What to produce
With the pictures removed, set down all of the entries below exactly.

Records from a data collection
-*-

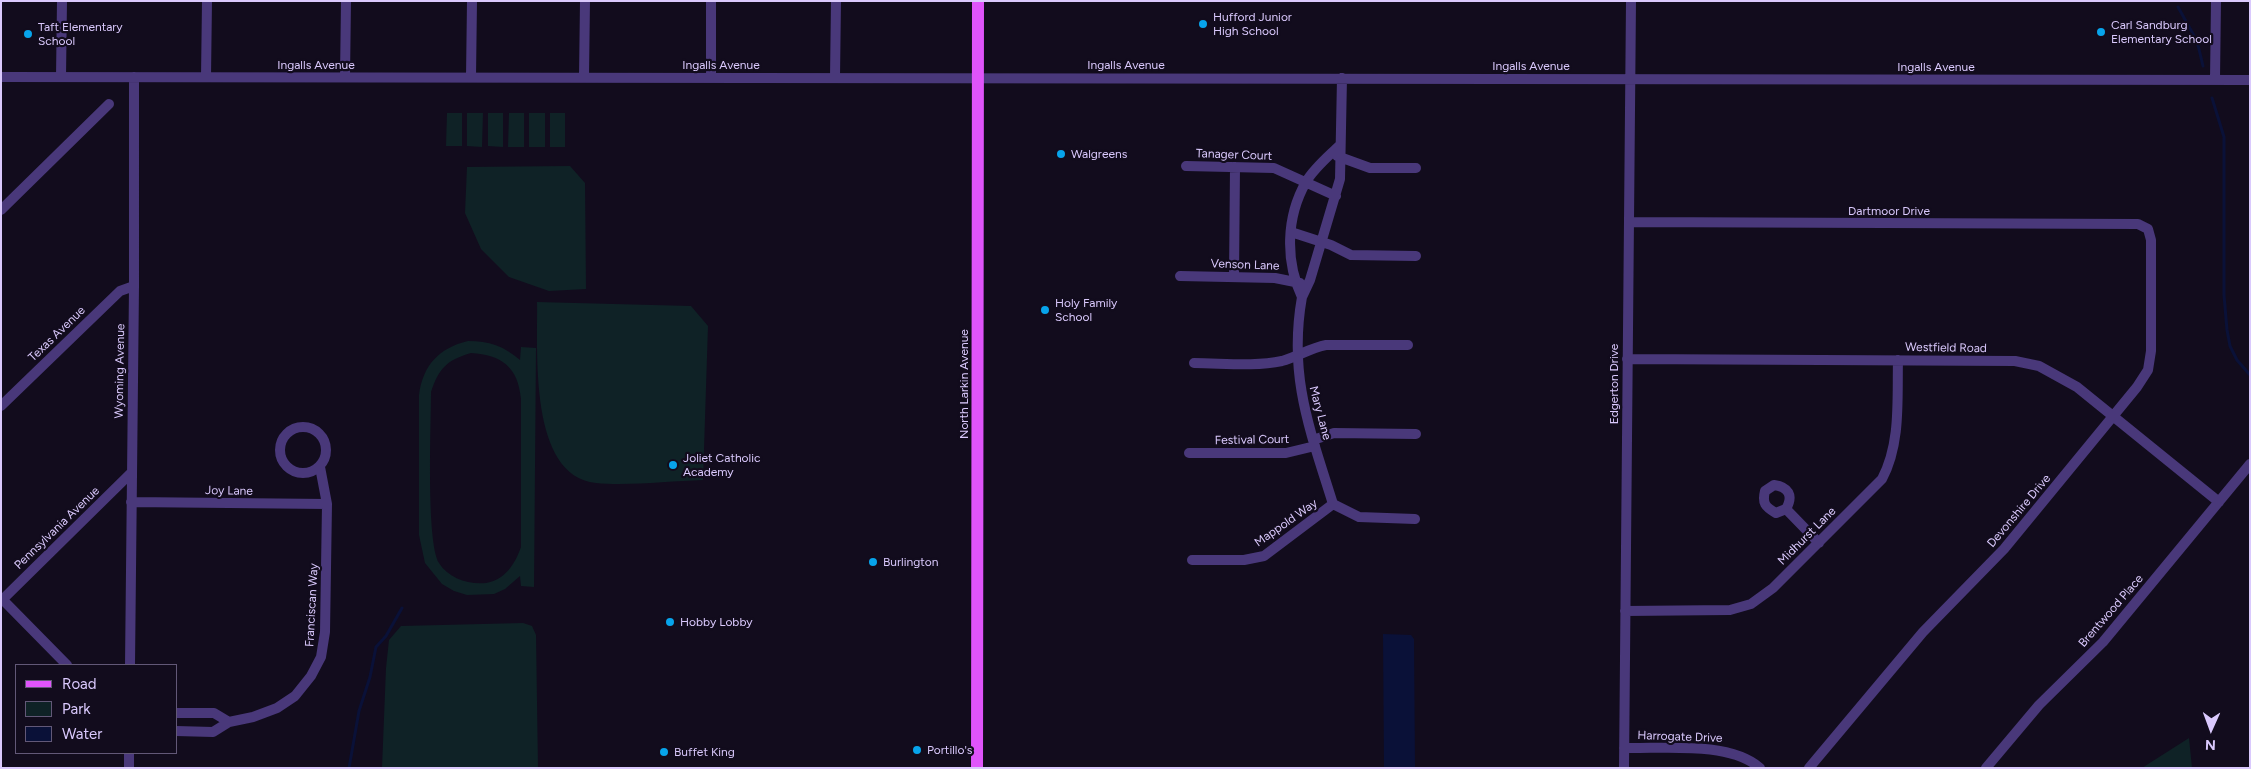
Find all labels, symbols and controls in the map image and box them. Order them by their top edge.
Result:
place label: Hufford Junior High School [1213,10,1292,38]
marker: Hufford Junior High School [1197,18,1209,30]
place label: Carl Sandburg Elementary School [2111,18,2212,46]
place label: Taft Elementary School [38,20,123,48]
marker: Carl Sandburg Elementary School [2095,26,2107,38]
marker: Taft Elementary School [22,28,34,40]
street label: Ingalls Avenue [277,58,355,72]
street label: Ingalls Avenue [682,58,760,72]
street label: Ingalls Avenue [1087,58,1165,72]
street label: Ingalls Avenue [1492,59,1570,73]
street label: Ingalls Avenue [1897,60,1975,74]
street label: Tanager Court [1196,146,1272,164]
place label: Walgreens [1071,147,1127,161]
marker: Walgreens [1055,148,1067,160]
street label: Dartmoor Drive [1848,204,1930,218]
street label: Venson Lane [1210,257,1280,273]
place label: Holy Family School [1055,296,1117,324]
street label: Texas Avenue [26,303,88,365]
marker: Holy Family School [1039,304,1051,316]
street label: Wyoming Avenue [112,323,128,419]
street label: North Larkin Avenue [957,329,971,439]
street label: Westfield Road [1905,340,1987,356]
street label: Edgerton Drive [1607,344,1621,424]
street label: Mary Lane [1306,384,1334,442]
street label: Festival Court [1215,432,1289,448]
place label: Joliet Catholic Academy [683,451,760,479]
marker: Joliet Catholic Academy [667,459,679,471]
street label: Devonshire Drive [1984,472,2054,550]
street label: Joy Lane [205,483,253,499]
street label: Pennsylvania Avenue [11,484,103,572]
street label: Mappold Way [1252,496,1320,550]
street label: Midhurst Lane [1775,504,1839,568]
place label: Burlington [883,555,938,569]
marker: Burlington [867,556,879,568]
street label: Franciscan Way [303,563,321,647]
street label: Brentwood Place [2076,572,2146,650]
place label: Hobby Lobby [680,615,753,629]
marker: Hobby Lobby [664,616,676,628]
legend [15,664,178,754]
text: Road [62,675,97,693]
text: Park [62,700,91,718]
north arrow [2186,704,2236,754]
text: Water [62,725,102,743]
street label: Harrogate Drive [1637,728,1723,746]
text: N [2205,736,2216,753]
place label: Portillo's [927,743,972,757]
marker: Portillo's [911,744,923,756]
place label: Buffet King [674,745,735,759]
marker: Buffet King [658,746,670,758]

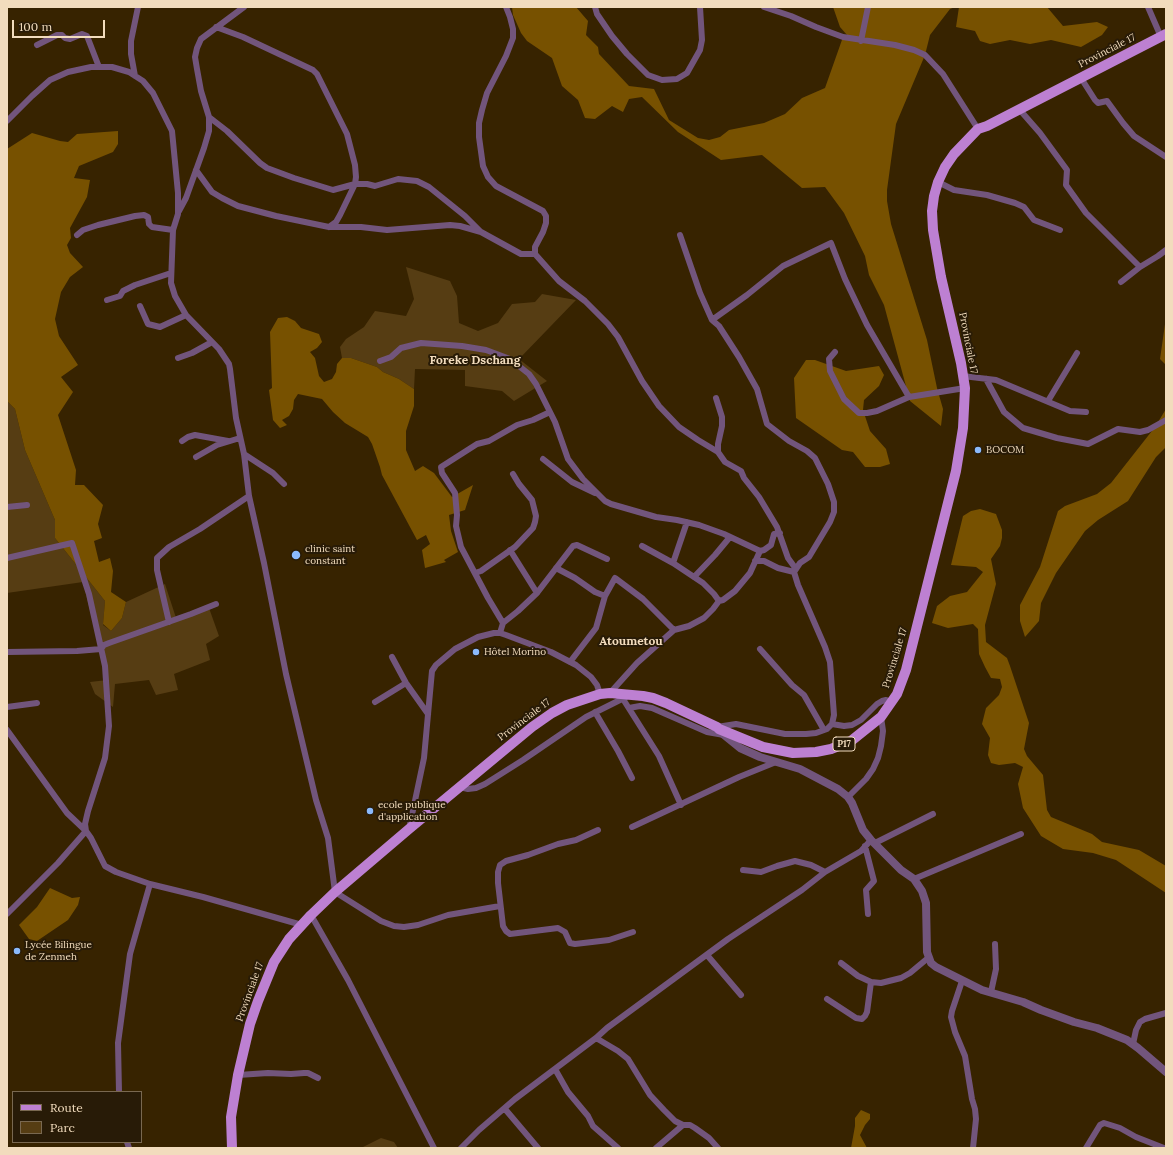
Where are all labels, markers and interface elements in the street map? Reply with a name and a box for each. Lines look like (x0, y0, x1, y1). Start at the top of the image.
scale bar (14, 12, 107, 38)
text: 100 m (19, 19, 52, 34)
street label: Provinciale 17 (1076, 31, 1138, 71)
street label: Provinciale 17 (956, 311, 980, 375)
district label: Foreke Dschang (430, 354, 520, 368)
place label: BOCOM (986, 444, 1024, 456)
marker: BOCOM (973, 445, 983, 455)
place label: clinic saint constant (305, 543, 355, 566)
marker: clinic saint constant (290, 549, 302, 561)
street label: Provinciale 17 (880, 626, 910, 690)
district label: Atoumetou (599, 635, 663, 649)
place label: Hôtel Morino (484, 646, 546, 658)
marker: Hôtel Morino (471, 647, 481, 657)
street label: Provinciale 17 (495, 696, 553, 744)
road number: P17 (833, 737, 855, 751)
place label: ecole publique d'application (378, 799, 446, 822)
marker: ecole publique d'application (365, 806, 375, 816)
place label: Lycée Bilingue de Zenmeh (25, 939, 92, 962)
marker: Lycée Bilingue de Zenmeh (12, 946, 22, 956)
street label: Provinciale 17 (234, 961, 266, 1023)
legend (12, 1091, 142, 1143)
text: Route (50, 1100, 83, 1115)
text: Parc (50, 1120, 75, 1135)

-*-

Answer space
Find all labels, symbols and controls in the map image and box them. Order them by their top edge.
Result:
place label: Hufford Junior High School [1213,10,1292,38]
marker: Hufford Junior High School [1197,18,1209,30]
place label: Carl Sandburg Elementary School [2111,18,2212,46]
place label: Taft Elementary School [38,20,123,48]
marker: Carl Sandburg Elementary School [2095,26,2107,38]
marker: Taft Elementary School [22,28,34,40]
street label: Ingalls Avenue [277,58,355,72]
street label: Ingalls Avenue [682,58,760,72]
street label: Ingalls Avenue [1087,58,1165,72]
street label: Ingalls Avenue [1492,59,1570,73]
street label: Ingalls Avenue [1897,60,1975,74]
street label: Tanager Court [1196,146,1272,164]
place label: Walgreens [1071,147,1127,161]
marker: Walgreens [1055,148,1067,160]
street label: Dartmoor Drive [1848,204,1930,218]
street label: Venson Lane [1210,257,1280,273]
place label: Holy Family School [1055,296,1117,324]
street label: Texas Avenue [26,303,88,365]
marker: Holy Family School [1039,304,1051,316]
street label: Wyoming Avenue [112,323,128,419]
street label: North Larkin Avenue [957,329,971,439]
street label: Westfield Road [1905,340,1987,356]
street label: Edgerton Drive [1607,344,1621,424]
street label: Mary Lane [1306,384,1334,442]
street label: Festival Court [1215,432,1289,448]
place label: Joliet Catholic Academy [683,451,760,479]
marker: Joliet Catholic Academy [667,459,679,471]
street label: Devonshire Drive [1984,472,2054,550]
street label: Joy Lane [205,483,253,499]
street label: Pennsylvania Avenue [11,484,103,572]
street label: Mappold Way [1252,496,1320,550]
street label: Midhurst Lane [1775,504,1839,568]
place label: Burlington [883,555,938,569]
marker: Burlington [867,556,879,568]
street label: Franciscan Way [303,563,321,647]
street label: Brentwood Place [2076,572,2146,650]
place label: Hobby Lobby [680,615,753,629]
marker: Hobby Lobby [664,616,676,628]
legend [15,664,178,754]
text: Road [62,675,97,693]
text: Park [62,700,91,718]
north arrow [2186,704,2236,754]
text: Water [62,725,102,743]
street label: Harrogate Drive [1637,728,1723,746]
text: N [2205,736,2216,753]
place label: Portillo's [927,743,972,757]
marker: Portillo's [911,744,923,756]
place label: Buffet King [674,745,735,759]
marker: Buffet King [658,746,670,758]

Where are all labels, markers and interface elements in the street map? Reply with a name and a box for each. Lines look like (x0, y0, x1, y1). Start at the top of the image.
scale bar (14, 12, 107, 38)
text: 100 m (19, 19, 52, 34)
street label: Provinciale 17 (1076, 31, 1138, 71)
street label: Provinciale 17 (956, 311, 980, 375)
district label: Foreke Dschang (430, 354, 520, 368)
place label: BOCOM (986, 444, 1024, 456)
marker: BOCOM (973, 445, 983, 455)
place label: clinic saint constant (305, 543, 355, 566)
marker: clinic saint constant (290, 549, 302, 561)
street label: Provinciale 17 (880, 626, 910, 690)
district label: Atoumetou (599, 635, 663, 649)
place label: Hôtel Morino (484, 646, 546, 658)
marker: Hôtel Morino (471, 647, 481, 657)
street label: Provinciale 17 (495, 696, 553, 744)
road number: P17 (833, 737, 855, 751)
place label: ecole publique d'application (378, 799, 446, 822)
marker: ecole publique d'application (365, 806, 375, 816)
place label: Lycée Bilingue de Zenmeh (25, 939, 92, 962)
marker: Lycée Bilingue de Zenmeh (12, 946, 22, 956)
street label: Provinciale 17 (234, 961, 266, 1023)
legend (12, 1091, 142, 1143)
text: Route (50, 1100, 83, 1115)
text: Parc (50, 1120, 75, 1135)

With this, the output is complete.